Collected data
★ ★ ★ ★
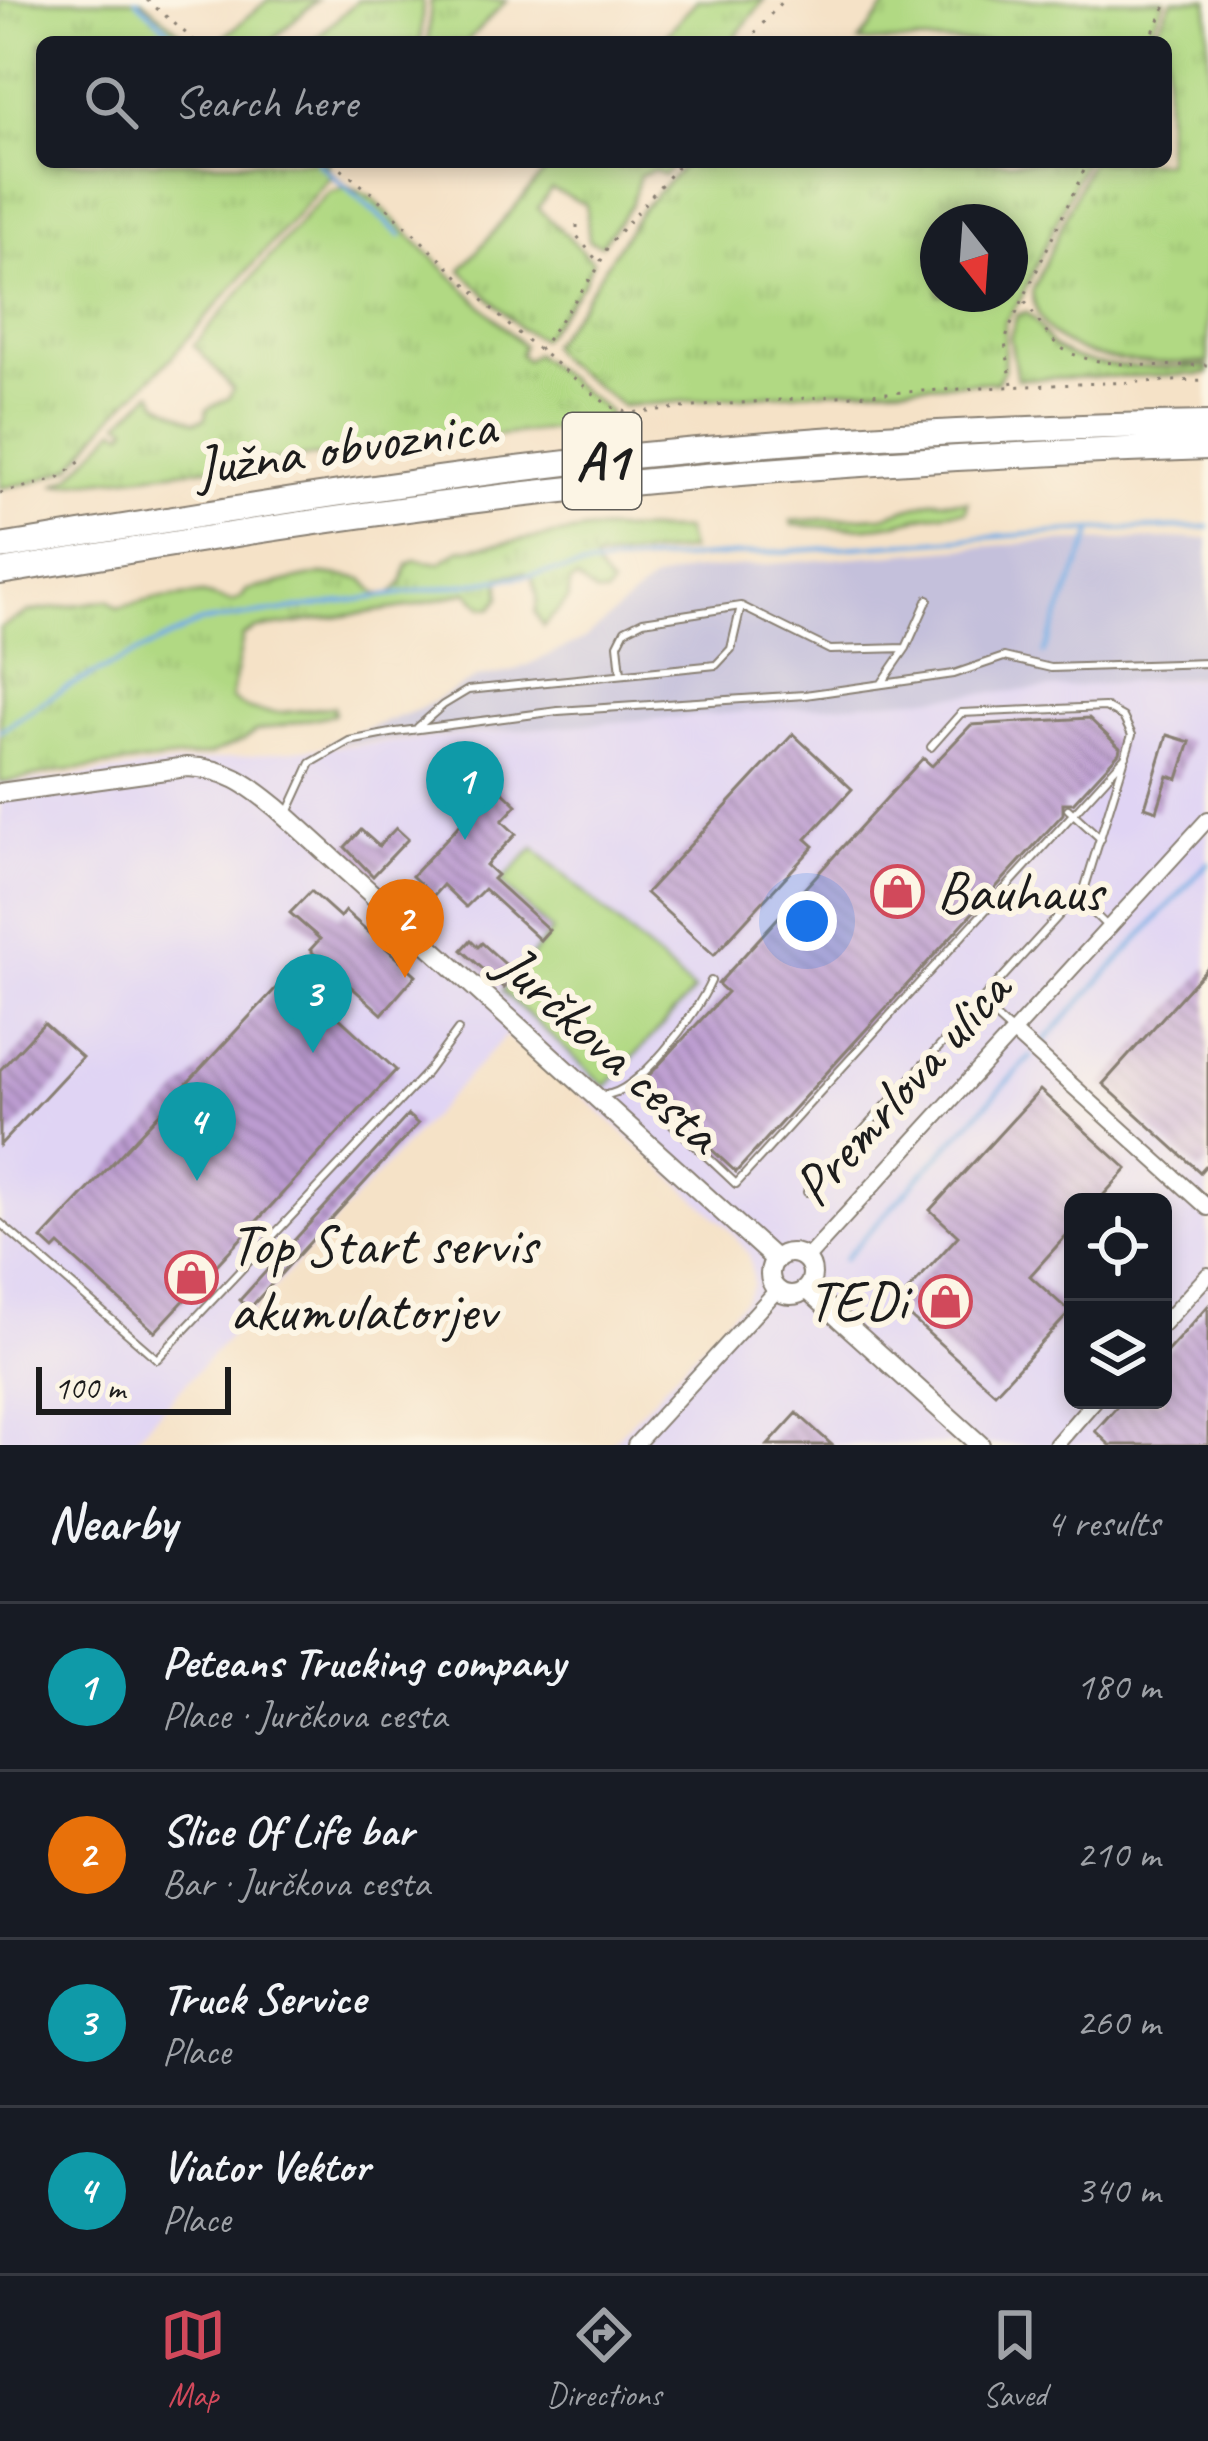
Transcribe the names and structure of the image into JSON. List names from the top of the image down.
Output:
{
  "streets": {
    "highway": ["Južna obvoznica", "A1"],
    "street": ["Jurčkova cesta", "Premrlova ulica"]
  },
  "crossings": [
    ["Jurčkova cesta", "Premrlova ulica"]
  ],
  "places": {
    "shop": ["Bauhaus", "Top Start servis akumulatorjev", "TEDi"]
  },
  "scale_bar": "100 m",
  "north": "bottom",
  "page": {
    "search": "Search here",
    "pins": [
      "1",
      "2",
      "3",
      "4"
    ],
    "scale": "100 m",
    "heading": ["Nearby", "4 results"],
    "list": [
      {
        "mark": "1",
        "name": "Peteans Trucking company",
        "note": "Place · Jurčkova cesta",
        "value": "180 m"
      },
      {
        "mark": "2",
        "name": "Slice Of Life bar",
        "note": "Bar · Jurčkova cesta",
        "value": "210 m"
      },
      {
        "mark": "3",
        "name": "Truck Service",
        "note": "Place",
        "value": "260 m"
      },
      {
        "mark": "4",
        "name": "Viator Vektor",
        "note": "Place",
        "value": "340 m"
      }
    ],
    "nav": ["Map", "Directions", "Saved"]
  }
}
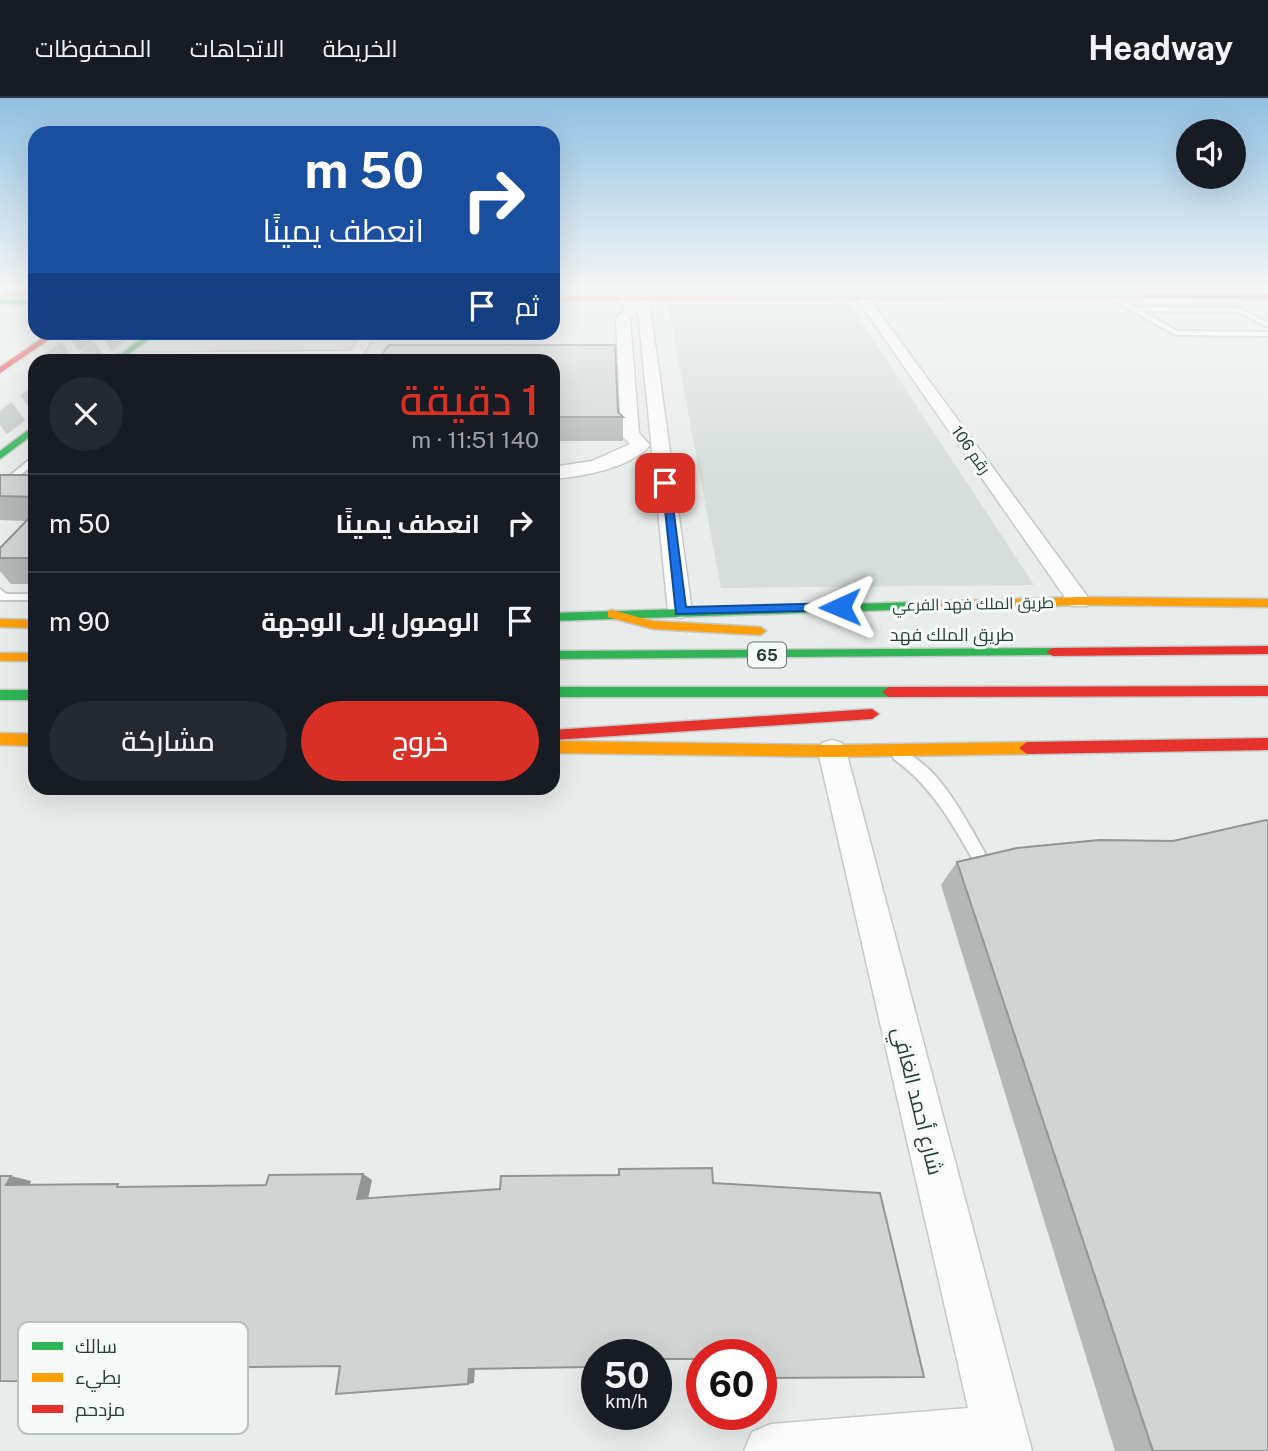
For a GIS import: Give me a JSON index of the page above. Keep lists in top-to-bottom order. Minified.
{"streets":{"main road":["طريق الملك فهد الفرعي","طريق الملك فهد","65"],"street":["رقم 106","شارع أحمد الغافي"]},"crossings":[["رقم 106","طريق الملك فهد الفرعي"]],"legend":["سالك","بطيء","مزدحم"],"page":{"header":"Headway","nav":["الخريطة","الاتجاهات","المحفوظات"],"turn":["50 m","انعطف يمينًا"],"then":"ثم","heading":["1 دقيقة","140 m · 11:51"],"list":[{"name":"انعطف يمينًا","value":"50 m"},{"name":"الوصول إلى الوجهة","value":"90 m"}],"buttons":["خروج","مشاركة"],"speed":"50 km/h","limit":"60"}}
★ ★ ★ ★
** Work instruction **
Return every line of the preceding records in which the word "streets" appears.

** Result of the exercise **
  "streets": {
{"streets":{"main road":["طريق الملك فهد الفرعي","طريق الملك فهد","65"],"street":["رقم 106","شارع أحمد الغافي"]},"crossings":[["رقم 106","طريق الملك فهد الفرعي"]],"legend":["سالك","بطيء","مزدحم"],"page":{"header":"Headway","nav":["الخريطة","الاتجاهات","المحفوظات"],"turn":["50 m","انعطف يمينًا"],"then":"ثم","heading":["1 دقيقة","140 m · 11:51"],"list":[{"name":"انعطف يمينًا","value":"50 m"},{"name":"الوصول إلى الوجهة","value":"90 m"}],"buttons":["خروج","مشاركة"],"speed":"50 km/h","limit":"60"}}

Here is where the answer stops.